Ketua HMI Lhokseumawe-Aceh Utara, Muhammad Fadli saat memberi sambutan pada perayaan Milad HMI ke-75, Sabtu 5 Februari 2022. [Dok. HMI]

Theacehpost.com | LHOKSEUMAWE – Tepat pada 5 Februari 2022, Himpunan Mahasiswa Islam (HMI) telah memasuki usia 75 tahun. Di Lhokseumawe, segenap pengurus dan kader organisasi ini merayakan milad tersebut di Sekretariat HMI Cabang Lhokseumawe-Aceh Utara.

banner 72x960

Dalam perayaan kali ini, mereka mengadakan beragam perlombaan, seperti debat ilmiah, orasi ilmiah, Futsal Cup, solo vokal (Qasidah) dan Syarhil Qur’an.

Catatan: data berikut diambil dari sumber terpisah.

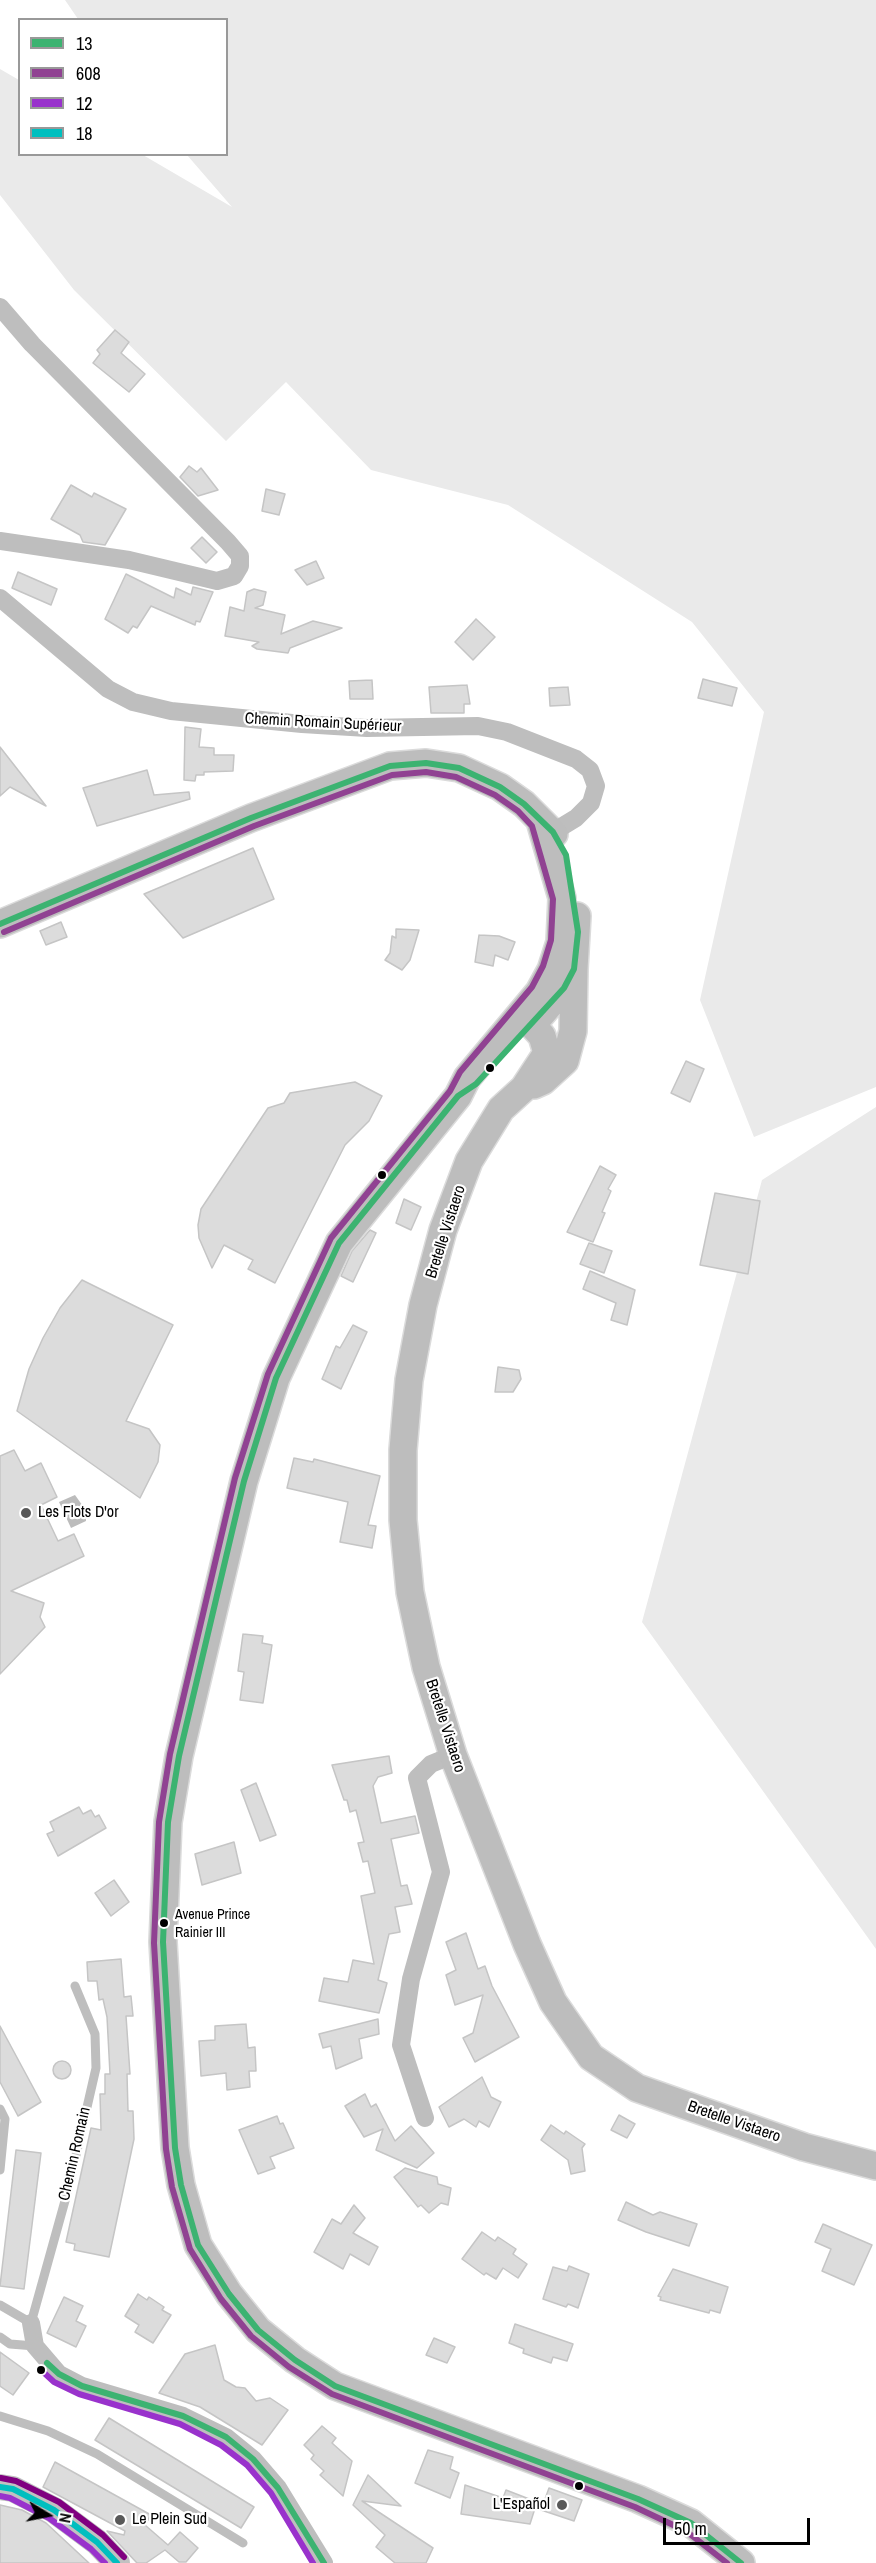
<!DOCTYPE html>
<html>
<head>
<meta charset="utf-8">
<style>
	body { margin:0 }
	#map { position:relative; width:876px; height:2563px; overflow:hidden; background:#fff; font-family:"Archivo Narrow",sans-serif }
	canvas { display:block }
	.legend { position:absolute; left:18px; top:18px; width:210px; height:138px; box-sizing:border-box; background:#fff; border:2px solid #999; margin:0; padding:8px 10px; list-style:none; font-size:18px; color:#000 }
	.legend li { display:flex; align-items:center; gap:12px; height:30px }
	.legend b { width:30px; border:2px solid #999 }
	.north { position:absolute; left:18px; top:2485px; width:60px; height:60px; -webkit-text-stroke:4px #fff; paint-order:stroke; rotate:100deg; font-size:16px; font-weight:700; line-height:24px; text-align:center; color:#000 }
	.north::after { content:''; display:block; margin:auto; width:21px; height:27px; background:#000; clip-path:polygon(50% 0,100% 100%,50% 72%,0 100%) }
	.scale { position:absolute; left:663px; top:2518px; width:147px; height:27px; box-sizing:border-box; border:3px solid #000; border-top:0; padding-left:8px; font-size:18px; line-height:21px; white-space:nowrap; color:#000; -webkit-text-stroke:4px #fff; paint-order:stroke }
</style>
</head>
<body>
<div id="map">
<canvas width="876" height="2563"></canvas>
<ul class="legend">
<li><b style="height:8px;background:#3cb371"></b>13</li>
<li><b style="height:8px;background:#904292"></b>608</li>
<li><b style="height:8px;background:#9932cc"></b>12</li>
<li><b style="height:8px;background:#00bfbf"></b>18</li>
</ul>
<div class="north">N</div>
<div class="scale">50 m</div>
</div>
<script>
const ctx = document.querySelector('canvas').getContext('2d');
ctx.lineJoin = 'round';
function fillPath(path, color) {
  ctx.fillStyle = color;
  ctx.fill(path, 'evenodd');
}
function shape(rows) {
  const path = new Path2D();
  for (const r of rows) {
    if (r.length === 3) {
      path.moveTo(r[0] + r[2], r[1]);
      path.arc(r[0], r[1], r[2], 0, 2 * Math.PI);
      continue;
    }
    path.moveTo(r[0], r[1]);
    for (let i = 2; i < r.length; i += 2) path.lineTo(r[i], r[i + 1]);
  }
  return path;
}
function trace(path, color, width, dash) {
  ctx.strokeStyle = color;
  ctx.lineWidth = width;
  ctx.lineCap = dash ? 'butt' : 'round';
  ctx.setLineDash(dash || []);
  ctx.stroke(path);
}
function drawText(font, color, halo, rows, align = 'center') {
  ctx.font = font + ' "Archivo Narrow",sans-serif';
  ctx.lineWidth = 4.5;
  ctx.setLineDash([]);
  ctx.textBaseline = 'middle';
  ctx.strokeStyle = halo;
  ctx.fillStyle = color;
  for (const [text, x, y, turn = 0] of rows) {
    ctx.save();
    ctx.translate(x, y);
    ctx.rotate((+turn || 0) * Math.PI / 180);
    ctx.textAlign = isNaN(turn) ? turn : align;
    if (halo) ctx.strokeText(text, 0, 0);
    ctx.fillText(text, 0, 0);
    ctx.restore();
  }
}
fillPath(shape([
	[65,0,876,0,876,1087,754,1137,700,1000,764,712,692,622,508,505,371,470,286,382,226,441,74,290,0,195,0,69,19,80,20,154,143,155,232,207,187,155,226,154,226,20,78,19],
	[876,1107,876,1949,642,1622,762,1180]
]), '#eaeaea');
fillPath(shape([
	[75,1495,85,1509,86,1521,71,1528,59,1502]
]), '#bcbcbc');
const building = shape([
	[115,330,129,342,121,353,145,374,129,392,93,363,100,354,97,350,115,330],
	[189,466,197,472,201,468,218,490,198,496,180,477,189,466],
	[71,485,92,497,94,493,126,509,105,545,83,542,80,535,51,519,71,485],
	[266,489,285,494,279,515,262,511,266,489],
	[202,537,217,552,206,563,191,548,202,537],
	[316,561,324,578,307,585,295,570,316,561],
	[18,572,57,589,51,605,12,588,18,572],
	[126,574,174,598,176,588,191,595,193,587,213,592,200,622,196,621,195,625,151,606,137,628,133,626,128,633,105,619,126,574],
	[254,589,266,592,263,605,255,608,285,615,281,634,313,621,342,628,290,648,288,653,257,649,252,646,259,642,225,636,230,607,244,611,247,592,254,589],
	[476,619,495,637,473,660,455,642,476,619],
	[703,679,737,688,732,706,698,698,703,679],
	[372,680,373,699,350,699,349,681,372,680],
	[467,685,470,704,464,704,464,713,431,713,429,687,467,685],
	[568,687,570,705,550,706,549,688,568,687],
	[185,727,201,729,199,747,214,748,214,755,234,755,233,771,204,772,204,775,196,775,195,781,184,780,185,727],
	[0,747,25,779,46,806,10,787,0,796,0,747],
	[147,770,154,795,189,792,190,799,97,826,83,788,147,770],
	[253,848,274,899,183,938,144,894,253,848],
	[61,922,67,937,46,945,40,931,61,922],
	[396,929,419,930,410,960,402,970,385,960,390,953,392,936,396,938,396,929],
	[479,935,499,936,515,942,508,960,495,955,493,966,475,962,479,935],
	[686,1061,704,1069,690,1102,671,1093,686,1061],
	[355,1082,382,1096,369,1121,345,1145,275,1283,248,1269,253,1260,224,1245,212,1268,199,1238,198,1225,201,1209,268,1108,284,1103,290,1093,355,1082],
	[600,1166,616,1175,608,1189,611,1191,602,1212,605,1213,593,1242,567,1232,600,1166],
	[715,1193,760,1201,748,1274,700,1265,715,1193],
	[404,1199,421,1207,411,1230,396,1223,404,1199],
	[370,1230,376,1233,353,1282,341,1276,352,1251,370,1230],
	[589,1243,612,1251,604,1273,580,1264,589,1243],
	[590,1271,635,1290,627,1325,611,1320,616,1303,583,1289,590,1271],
	[82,1280,173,1325,126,1421,149,1429,160,1445,158,1462,140,1498,17,1411,29,1369,43,1338,60,1308,82,1280],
	[353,1325,367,1332,341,1389,322,1379,336,1346,340,1348,353,1325],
	[498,1367,519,1370,521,1379,513,1392,495,1392,498,1367],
	[14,1450,25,1471,41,1463,57,1497,41,1505,58,1541,74,1534,84,1556,11,1591,44,1603,40,1617,45,1627,0,1674,0,1456,14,1450],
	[294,1458,313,1462,314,1459,380,1476,368,1525,376,1526,372,1548,340,1542,348,1502,287,1488,294,1458],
	[243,1634,263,1636,262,1643,272,1645,263,1703,240,1700,244,1672,238,1671,243,1634],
	[389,1756,392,1773,378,1777,373,1786,381,1823,415,1816,419,1833,391,1839,401,1886,407,1885,412,1904,395,1907,400,1932,389,1934,378,1980,387,1983,379,2013,319,2001,324,1978,348,1982,353,1960,374,1964,361,1896,375,1893,368,1861,363,1862,358,1843,364,1842,356,1810,350,1812,347,1800,344,1800,332,1765,389,1756],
	[256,1783,276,1835,260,1841,241,1790,256,1783],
	[79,1807,83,1814,91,1810,95,1817,99,1815,106,1828,58,1856,47,1834,54,1831,50,1822,79,1807],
	[234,1842,241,1873,202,1885,195,1854,234,1842],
	[114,1880,129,1902,111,1916,95,1893,114,1880],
	[466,1933,478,1969,485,1966,492,1986,519,2037,475,2062,463,2038,473,2033,483,1995,455,2005,446,1975,456,1970,446,1942,466,1933],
	[121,1959,124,1997,131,1996,133,2016,126,2016,130,2074,127,2074,128,2111,133,2111,134,2139,109,2257,74,2250,75,2244,66,2242,91,2128,101,2130,100,2094,105,2094,105,2074,110,2074,107,2017,103,1999,99,2000,97,1981,88,1981,87,1962,121,1959],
	[378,2019,379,2034,359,2039,362,2058,336,2069,331,2046,323,2048,319,2034,378,2019],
	[246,2024,248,2048,255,2047,256,2071,249,2071,250,2087,227,2090,226,2073,201,2076,199,2041,215,2040,215,2026,246,2024],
	[0,2026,41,2102,18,2116,0,2082,0,2026],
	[62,2070,9],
	[482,2077,491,2097,501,2102,489,2127,479,2121,476,2127,464,2119,449,2127,439,2107,482,2077],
	[365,2094,371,2107,376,2104,395,2141,411,2126,434,2153,417,2168,376,2150,383,2129,364,2137,345,2106,365,2094],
	[619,2115,635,2124,627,2138,611,2130,619,2115],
	[277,2116,280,2124,283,2123,294,2148,270,2157,275,2168,258,2174,239,2130,277,2116],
	[551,2125,564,2134,566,2131,585,2144,582,2148,585,2171,571,2174,568,2160,541,2140,551,2125],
	[16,2150,41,2153,24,2289,0,2286,16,2150],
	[405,2168,437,2177,438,2184,451,2188,448,2205,441,2203,429,2213,421,2205,418,2207,394,2177,405,2168],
	[626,2202,653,2215,660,2212,697,2224,689,2246,646,2232,618,2220,626,2202],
	[354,2205,365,2218,353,2233,378,2247,369,2265,350,2254,343,2269,314,2252,332,2219,341,2224,354,2205],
	[823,2224,872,2245,854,2285,822,2271,831,2249,815,2242,823,2224],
	[482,2232,495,2241,498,2237,516,2249,513,2254,527,2264,518,2278,503,2268,496,2279,486,2273,484,2275,462,2259,482,2232],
	[569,2266,589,2274,578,2308,568,2304,566,2307,543,2299,553,2267,567,2271,569,2266],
	[673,2269,728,2287,720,2313,710,2310,709,2313,660,2300,661,2297,658,2296,673,2269],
	[138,2294,147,2300,149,2297,164,2307,162,2310,171,2315,153,2343,135,2332,139,2325,125,2316,138,2294],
	[64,2297,83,2306,76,2321,86,2326,76,2347,47,2333,64,2297],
	[515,2324,573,2344,567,2361,553,2357,551,2363,523,2353,524,2349,509,2343,515,2324],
	[434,2338,455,2347,447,2363,426,2355,434,2338],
	[215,2345,224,2380,236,2387,245,2388,256,2401,270,2398,288,2410,262,2445,200,2407,159,2393,185,2354,215,2345],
	[0,2352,29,2373,13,2395,0,2386,0,2352],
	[109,2418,254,2507,241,2528,95,2440,109,2418],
	[322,2426,336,2438,332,2443,352,2461,343,2496,320,2475,324,2471,311,2459,314,2455,304,2445,322,2426],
	[428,2450,453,2457,450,2469,459,2473,450,2498,415,2483,428,2450],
	[55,2462,151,2515,145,2525,168,2545,180,2532,198,2548,186,2562,179,2562,165,2550,146,2563,137,2563,107,2531,124,2535,125,2531,43,2487,55,2462],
	[368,2475,401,2506,362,2501,433,2548,426,2563,395,2563,376,2547,385,2535,353,2505,368,2475],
	[465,2485,503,2498,506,2490,537,2502,530,2524,461,2514,465,2485],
	[549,2488,582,2500,574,2521,541,2510,549,2488],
	[0,2505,22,2510,46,2523,89,2563,0,2563,0,2505]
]);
fillPath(building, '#dcdcdc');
trace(building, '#c5c5c5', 1.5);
const primary = shape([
	[540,821,562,898,560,942,551,970,539,992,467,1078,458,1096,339,1243,276,1378,244,1481,179,1756,168,1822,163,1942,175,2148,181,2185,198,2245,229,2294,258,2330,295,2360,335,2386,638,2499,691,2523,741,2563],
	[0,924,251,818,390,766,426,763,459,768,500,787,524,804,554,834],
	[547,995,536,1010,532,1025,542,1036,547,1053,524,1088,501,1109,469,1161,443,1230,423,1305,409,1380,403,1450,403,1520,410,1592,426,1667,453,1755,527,1944,553,2002,591,2057,637,2088,804,2147,876,2166],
	[540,1016,564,988,574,969,577,916],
	[534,1085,543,1081,565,1061,573,1031,574,970]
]);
trace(primary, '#dbdbdb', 30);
trace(shape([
	[0,2109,5,2119,0,2170],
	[0,2305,31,2323,68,2190,96,2068,95,2034,75,1986],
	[0,2337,10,2344,35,2346],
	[0,2416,48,2431,97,2454,243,2543]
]), '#bebebe', 9);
trace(shape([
	[0,307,32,344,228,542,240,556,240,566,234,576,217,581,129,560,0,541],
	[0,598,108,689,133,702,171,711,302,724,367,728,478,726,507,732,576,759,590,770,596,786,591,803,576,818,553,832],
	[425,2118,401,2045,411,1979,441,1872,417,1778,431,1764,453,1755],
	[31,2323,35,2346,59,2374,82,2386,183,2416,226,2437,253,2459,278,2488,324,2563]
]), '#bebebe', 18);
trace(shape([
	[0,2487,13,2489,54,2510,97,2542,117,2563]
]), '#c1c1c1', 26);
trace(primary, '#bdbdbd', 27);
trace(shape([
	[0,924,251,818,390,766,426,763,459,768,500,787,524,804,553,832,566,855,578,932,574,969,564,988,476,1084,458,1096,339,1243,276,1378,244,1481,179,1756,168,1822,163,1942,175,2148,181,2185,198,2245,229,2294,258,2330,295,2360,335,2386,638,2499,691,2523,741,2563],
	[47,2363,59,2374,82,2386,183,2416,226,2437,253,2459,278,2488,324,2563]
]), '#3cb371', 6);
trace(shape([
	[4,932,254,826,392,775,426,772,456,777,495,795,518,811,532,826,553,899,551,940,543,966,532,987,460,1072,450,1091,331,1238,268,1374,235,1478,170,1754,159,1822,154,1943,166,2149,172,2187,190,2249,221,2299,251,2336,289,2367,332,2394,635,2507,686,2531,727,2563]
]), '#904292', 6);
trace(shape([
	[41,2370,54,2382,79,2394,180,2424,221,2445,247,2465,271,2493,313,2563],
	[0,2496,10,2498,49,2518,91,2549,105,2563]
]), '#9932cc', 6);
trace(shape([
	[0,2487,13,2489,54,2510,97,2542,117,2563]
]), '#00bfbf', 6);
trace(shape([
	[1,2478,16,2481,59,2502,103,2535,124,2557]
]), '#800080', 6);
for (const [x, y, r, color] of [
	[490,1068,5,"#000"],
	[382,1175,5,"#000"],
	[26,1513,6,"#595959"],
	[164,1923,5,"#000"],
	[41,2370,5,"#000"],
	[579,2486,5,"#000"],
	[562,2505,6,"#595959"],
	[120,2520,6,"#595959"]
]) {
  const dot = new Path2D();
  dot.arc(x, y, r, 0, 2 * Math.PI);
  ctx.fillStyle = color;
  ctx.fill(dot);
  trace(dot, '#fff', 2);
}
drawText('14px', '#000', '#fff', [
	["Avenue Prince",175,1915],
	["Rainier III",175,1933]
], 'left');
drawText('16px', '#000', '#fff', [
	["Chemin Romain Supérieur",323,723,3],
	["Bretelle Vistaero",446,1232,-72],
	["Bretelle Vistaero",445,1726,72],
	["Bretelle Vistaero",734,2122,19],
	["Chemin Romain",75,2154,-77]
]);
drawText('16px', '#000', '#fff', [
	["Les Flots D'or",38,1513],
	["L'Español",550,2505,"right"],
	["Le Plein Sud",132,2520]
], 'left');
</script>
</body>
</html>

Para pemenangnya diumumkan pada malam puncak milad, 5 Februari.

“Semoga momentum ini menjadi motivasi bagi kader HMI terkhusus yang ada di Lhokseumawe-Aceh Utara agar dapat berkontribusi secara positif dan menjunjung tinggi silaturahmi antar sesama kader hijau hitam,” ungkap Koordinator pelaksana kegiatan milad, Arif Munandar.

Sementara itu, Ketua HMI Lhokseumawe-Aceh Utara, Muhammad Fadli menyampaikan beberapa catatan kritis HMI terhadap beberapa persoalan akhir-akhir ini.

Pertama, pihaknya mengecam Badan Nasional Penanggulangan Terorisme terkait klaim yang dinilai tendensius bahwa 198 pesantren di Indonesia berafiliasi dengan terorisme. Fadli mengingatkan agar pejabat negara tidak sembarangan dengan mengeluarkan pernyataan semacam itu di hadapan publik.

“Karena akan merugikan masyarakat Islam dan juga mengganggu stabilitas bernegara,” ujarnya.

Selain itu, masih dengan isu nasional, HMI Lhokseumawe menyoroti pemindahan ibu kota negara ke Kalimantan. Ia berharap nantinya tidak ada lagi pembangunan bercorak ‘jawasentris’, atau yang dianggap hanya berfokus di pulau Jawa.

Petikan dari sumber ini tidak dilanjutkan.